- **Exercise**: Taking the listing below line by line, tally those that contain the string "Papa". Give the total alone.

- **Data section**:

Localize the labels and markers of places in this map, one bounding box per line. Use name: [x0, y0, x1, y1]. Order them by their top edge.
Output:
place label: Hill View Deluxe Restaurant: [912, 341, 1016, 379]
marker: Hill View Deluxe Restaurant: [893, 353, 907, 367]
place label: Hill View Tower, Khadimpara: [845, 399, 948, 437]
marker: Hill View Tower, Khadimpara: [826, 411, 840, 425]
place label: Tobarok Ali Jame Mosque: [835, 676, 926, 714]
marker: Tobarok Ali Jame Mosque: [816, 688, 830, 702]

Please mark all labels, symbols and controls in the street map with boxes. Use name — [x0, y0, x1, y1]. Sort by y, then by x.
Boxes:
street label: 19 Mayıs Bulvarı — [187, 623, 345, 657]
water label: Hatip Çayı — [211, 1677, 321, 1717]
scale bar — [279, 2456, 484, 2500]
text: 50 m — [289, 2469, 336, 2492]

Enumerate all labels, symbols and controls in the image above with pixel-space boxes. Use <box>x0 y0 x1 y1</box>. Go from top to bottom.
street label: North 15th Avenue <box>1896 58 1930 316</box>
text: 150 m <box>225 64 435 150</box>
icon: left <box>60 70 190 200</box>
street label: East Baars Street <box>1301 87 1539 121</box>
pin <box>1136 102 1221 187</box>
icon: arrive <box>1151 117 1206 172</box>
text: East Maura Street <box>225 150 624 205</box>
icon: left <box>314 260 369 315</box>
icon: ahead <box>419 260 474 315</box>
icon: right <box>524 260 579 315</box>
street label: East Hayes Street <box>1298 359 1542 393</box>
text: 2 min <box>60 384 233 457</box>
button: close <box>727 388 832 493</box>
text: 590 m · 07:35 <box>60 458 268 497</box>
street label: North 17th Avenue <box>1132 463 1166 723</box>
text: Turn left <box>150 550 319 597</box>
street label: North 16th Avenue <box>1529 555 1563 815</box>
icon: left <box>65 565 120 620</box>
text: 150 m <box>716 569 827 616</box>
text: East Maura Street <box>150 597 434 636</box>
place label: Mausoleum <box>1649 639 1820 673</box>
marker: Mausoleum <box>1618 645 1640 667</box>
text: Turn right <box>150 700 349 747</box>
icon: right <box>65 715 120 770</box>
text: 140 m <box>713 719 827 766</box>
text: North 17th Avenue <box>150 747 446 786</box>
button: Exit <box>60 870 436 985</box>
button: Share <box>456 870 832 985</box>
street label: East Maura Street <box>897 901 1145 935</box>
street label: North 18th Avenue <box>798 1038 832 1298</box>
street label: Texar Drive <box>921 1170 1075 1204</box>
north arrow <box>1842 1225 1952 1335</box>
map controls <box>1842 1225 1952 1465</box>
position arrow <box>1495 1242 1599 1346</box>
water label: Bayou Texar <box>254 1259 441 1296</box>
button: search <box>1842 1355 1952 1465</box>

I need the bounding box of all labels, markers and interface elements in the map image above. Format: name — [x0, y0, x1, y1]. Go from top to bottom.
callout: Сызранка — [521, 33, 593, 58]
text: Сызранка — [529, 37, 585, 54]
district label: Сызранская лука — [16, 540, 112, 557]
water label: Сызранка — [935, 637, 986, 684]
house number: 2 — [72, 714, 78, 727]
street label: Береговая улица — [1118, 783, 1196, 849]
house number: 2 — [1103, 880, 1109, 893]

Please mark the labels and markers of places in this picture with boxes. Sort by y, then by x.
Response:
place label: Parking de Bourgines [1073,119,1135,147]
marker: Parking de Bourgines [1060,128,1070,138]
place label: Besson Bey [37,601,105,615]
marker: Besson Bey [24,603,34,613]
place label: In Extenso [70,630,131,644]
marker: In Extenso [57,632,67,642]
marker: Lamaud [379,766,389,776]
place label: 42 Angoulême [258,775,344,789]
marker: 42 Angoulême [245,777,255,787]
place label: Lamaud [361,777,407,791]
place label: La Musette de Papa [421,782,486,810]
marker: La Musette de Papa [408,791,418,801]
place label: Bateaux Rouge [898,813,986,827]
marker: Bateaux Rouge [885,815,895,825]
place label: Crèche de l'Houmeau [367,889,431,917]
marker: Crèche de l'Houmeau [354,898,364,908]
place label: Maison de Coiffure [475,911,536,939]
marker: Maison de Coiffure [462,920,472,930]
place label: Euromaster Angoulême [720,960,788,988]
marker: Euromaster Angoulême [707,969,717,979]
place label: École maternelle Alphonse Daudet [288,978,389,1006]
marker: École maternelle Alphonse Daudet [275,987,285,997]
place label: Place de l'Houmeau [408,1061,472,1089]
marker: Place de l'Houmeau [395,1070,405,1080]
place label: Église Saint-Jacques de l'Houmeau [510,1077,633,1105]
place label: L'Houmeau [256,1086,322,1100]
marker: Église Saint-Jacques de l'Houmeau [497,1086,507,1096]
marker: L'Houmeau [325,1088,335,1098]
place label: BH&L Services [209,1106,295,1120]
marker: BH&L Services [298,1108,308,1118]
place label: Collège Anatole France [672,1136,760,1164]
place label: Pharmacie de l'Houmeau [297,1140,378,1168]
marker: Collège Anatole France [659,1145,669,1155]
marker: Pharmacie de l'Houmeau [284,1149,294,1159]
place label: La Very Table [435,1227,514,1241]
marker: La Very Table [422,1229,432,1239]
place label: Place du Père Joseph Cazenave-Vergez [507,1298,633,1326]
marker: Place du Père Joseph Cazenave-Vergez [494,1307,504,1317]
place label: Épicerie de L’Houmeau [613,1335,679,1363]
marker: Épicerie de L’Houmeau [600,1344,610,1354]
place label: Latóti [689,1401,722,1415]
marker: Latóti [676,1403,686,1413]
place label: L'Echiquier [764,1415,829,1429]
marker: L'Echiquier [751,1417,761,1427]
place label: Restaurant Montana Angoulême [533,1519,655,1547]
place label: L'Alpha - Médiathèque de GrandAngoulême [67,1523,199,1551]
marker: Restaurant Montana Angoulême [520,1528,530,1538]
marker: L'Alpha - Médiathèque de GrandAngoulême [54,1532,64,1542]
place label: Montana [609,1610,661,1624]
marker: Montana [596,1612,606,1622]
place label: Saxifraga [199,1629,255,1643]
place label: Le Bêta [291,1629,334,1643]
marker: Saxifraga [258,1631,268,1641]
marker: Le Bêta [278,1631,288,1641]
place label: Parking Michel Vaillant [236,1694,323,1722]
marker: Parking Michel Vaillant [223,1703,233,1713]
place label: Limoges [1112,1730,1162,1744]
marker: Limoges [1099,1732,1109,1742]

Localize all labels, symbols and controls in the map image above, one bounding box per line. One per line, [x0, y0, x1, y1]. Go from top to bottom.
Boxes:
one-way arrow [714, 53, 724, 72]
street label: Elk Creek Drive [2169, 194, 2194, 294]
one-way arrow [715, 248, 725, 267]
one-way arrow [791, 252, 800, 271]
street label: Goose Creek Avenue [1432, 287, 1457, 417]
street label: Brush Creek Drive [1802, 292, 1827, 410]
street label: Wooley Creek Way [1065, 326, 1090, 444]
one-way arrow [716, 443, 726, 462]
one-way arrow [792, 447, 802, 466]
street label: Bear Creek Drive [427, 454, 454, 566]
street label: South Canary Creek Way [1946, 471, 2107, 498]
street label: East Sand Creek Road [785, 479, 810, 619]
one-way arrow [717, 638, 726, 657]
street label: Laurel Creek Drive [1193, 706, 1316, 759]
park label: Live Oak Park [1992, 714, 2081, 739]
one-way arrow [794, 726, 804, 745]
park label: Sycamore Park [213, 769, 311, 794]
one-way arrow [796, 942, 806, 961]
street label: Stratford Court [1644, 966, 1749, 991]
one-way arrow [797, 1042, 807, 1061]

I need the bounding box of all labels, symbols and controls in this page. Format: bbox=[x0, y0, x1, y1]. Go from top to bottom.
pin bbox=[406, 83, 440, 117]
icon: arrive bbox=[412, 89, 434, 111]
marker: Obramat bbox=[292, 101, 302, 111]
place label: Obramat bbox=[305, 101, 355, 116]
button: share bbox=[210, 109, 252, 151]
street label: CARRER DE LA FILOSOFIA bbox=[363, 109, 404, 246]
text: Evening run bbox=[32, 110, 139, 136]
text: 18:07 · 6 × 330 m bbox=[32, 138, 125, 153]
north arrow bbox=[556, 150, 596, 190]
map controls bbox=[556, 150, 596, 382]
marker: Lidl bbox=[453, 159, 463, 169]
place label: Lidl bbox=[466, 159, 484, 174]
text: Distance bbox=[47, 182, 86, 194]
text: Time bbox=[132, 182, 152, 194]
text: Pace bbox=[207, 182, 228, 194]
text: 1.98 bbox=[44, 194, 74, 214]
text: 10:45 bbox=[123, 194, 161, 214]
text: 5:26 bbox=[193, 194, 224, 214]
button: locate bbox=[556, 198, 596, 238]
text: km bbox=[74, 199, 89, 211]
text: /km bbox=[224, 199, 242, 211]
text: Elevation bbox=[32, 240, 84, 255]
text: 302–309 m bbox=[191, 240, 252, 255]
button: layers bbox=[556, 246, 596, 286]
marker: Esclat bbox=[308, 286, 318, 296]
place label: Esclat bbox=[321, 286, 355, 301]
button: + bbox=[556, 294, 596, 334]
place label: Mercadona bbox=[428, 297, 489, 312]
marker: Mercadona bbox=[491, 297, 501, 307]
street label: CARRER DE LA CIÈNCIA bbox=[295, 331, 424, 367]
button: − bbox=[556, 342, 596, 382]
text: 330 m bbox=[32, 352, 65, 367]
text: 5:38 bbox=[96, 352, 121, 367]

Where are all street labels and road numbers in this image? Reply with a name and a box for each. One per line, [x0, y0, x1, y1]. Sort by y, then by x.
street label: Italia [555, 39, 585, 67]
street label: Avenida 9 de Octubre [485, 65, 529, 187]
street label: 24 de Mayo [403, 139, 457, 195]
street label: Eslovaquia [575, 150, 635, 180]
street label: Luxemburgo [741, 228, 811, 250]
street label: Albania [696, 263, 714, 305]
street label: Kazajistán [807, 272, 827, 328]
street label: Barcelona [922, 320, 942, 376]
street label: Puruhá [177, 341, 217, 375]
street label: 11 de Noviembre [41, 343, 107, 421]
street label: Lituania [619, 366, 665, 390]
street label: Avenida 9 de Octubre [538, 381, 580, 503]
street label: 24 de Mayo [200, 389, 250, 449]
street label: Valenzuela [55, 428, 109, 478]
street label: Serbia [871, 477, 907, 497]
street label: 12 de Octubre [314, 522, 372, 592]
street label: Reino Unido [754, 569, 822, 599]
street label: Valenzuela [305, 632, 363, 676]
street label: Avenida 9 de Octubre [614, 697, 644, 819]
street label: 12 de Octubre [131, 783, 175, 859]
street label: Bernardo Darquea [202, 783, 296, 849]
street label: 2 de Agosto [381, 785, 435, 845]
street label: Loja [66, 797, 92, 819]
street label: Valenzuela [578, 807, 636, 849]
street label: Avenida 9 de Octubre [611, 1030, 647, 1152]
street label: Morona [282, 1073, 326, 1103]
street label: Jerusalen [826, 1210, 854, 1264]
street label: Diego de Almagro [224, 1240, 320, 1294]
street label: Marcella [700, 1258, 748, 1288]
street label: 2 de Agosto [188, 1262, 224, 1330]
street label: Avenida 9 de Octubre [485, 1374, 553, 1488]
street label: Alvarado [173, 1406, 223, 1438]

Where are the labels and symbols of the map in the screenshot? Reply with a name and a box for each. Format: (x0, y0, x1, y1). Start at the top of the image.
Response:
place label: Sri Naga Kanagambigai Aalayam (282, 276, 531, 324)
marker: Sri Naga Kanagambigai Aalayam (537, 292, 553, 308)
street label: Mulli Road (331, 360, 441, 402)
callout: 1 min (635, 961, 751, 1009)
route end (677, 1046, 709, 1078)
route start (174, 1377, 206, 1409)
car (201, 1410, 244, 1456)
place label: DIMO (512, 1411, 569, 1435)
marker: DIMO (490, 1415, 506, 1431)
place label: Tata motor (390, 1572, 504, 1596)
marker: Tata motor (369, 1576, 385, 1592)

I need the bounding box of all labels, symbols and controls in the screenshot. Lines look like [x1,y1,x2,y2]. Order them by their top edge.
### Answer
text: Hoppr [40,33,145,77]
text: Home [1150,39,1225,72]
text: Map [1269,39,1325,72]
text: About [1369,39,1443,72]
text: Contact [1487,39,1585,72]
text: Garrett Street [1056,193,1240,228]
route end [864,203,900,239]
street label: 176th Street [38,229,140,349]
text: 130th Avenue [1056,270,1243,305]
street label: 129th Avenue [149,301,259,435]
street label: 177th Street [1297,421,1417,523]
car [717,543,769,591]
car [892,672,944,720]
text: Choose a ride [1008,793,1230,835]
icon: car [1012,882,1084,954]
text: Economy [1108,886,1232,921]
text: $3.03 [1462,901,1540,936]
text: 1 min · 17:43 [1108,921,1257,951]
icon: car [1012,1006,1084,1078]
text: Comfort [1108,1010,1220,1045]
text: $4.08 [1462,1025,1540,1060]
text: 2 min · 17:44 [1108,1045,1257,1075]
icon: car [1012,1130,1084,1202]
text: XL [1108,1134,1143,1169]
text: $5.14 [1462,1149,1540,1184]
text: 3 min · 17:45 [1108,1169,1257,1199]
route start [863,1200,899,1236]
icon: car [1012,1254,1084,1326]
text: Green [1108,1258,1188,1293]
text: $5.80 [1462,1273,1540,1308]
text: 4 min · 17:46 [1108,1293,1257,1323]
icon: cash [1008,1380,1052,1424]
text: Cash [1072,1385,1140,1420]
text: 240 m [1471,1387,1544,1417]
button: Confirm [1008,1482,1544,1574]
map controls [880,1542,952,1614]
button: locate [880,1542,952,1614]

- **Your solution**: 2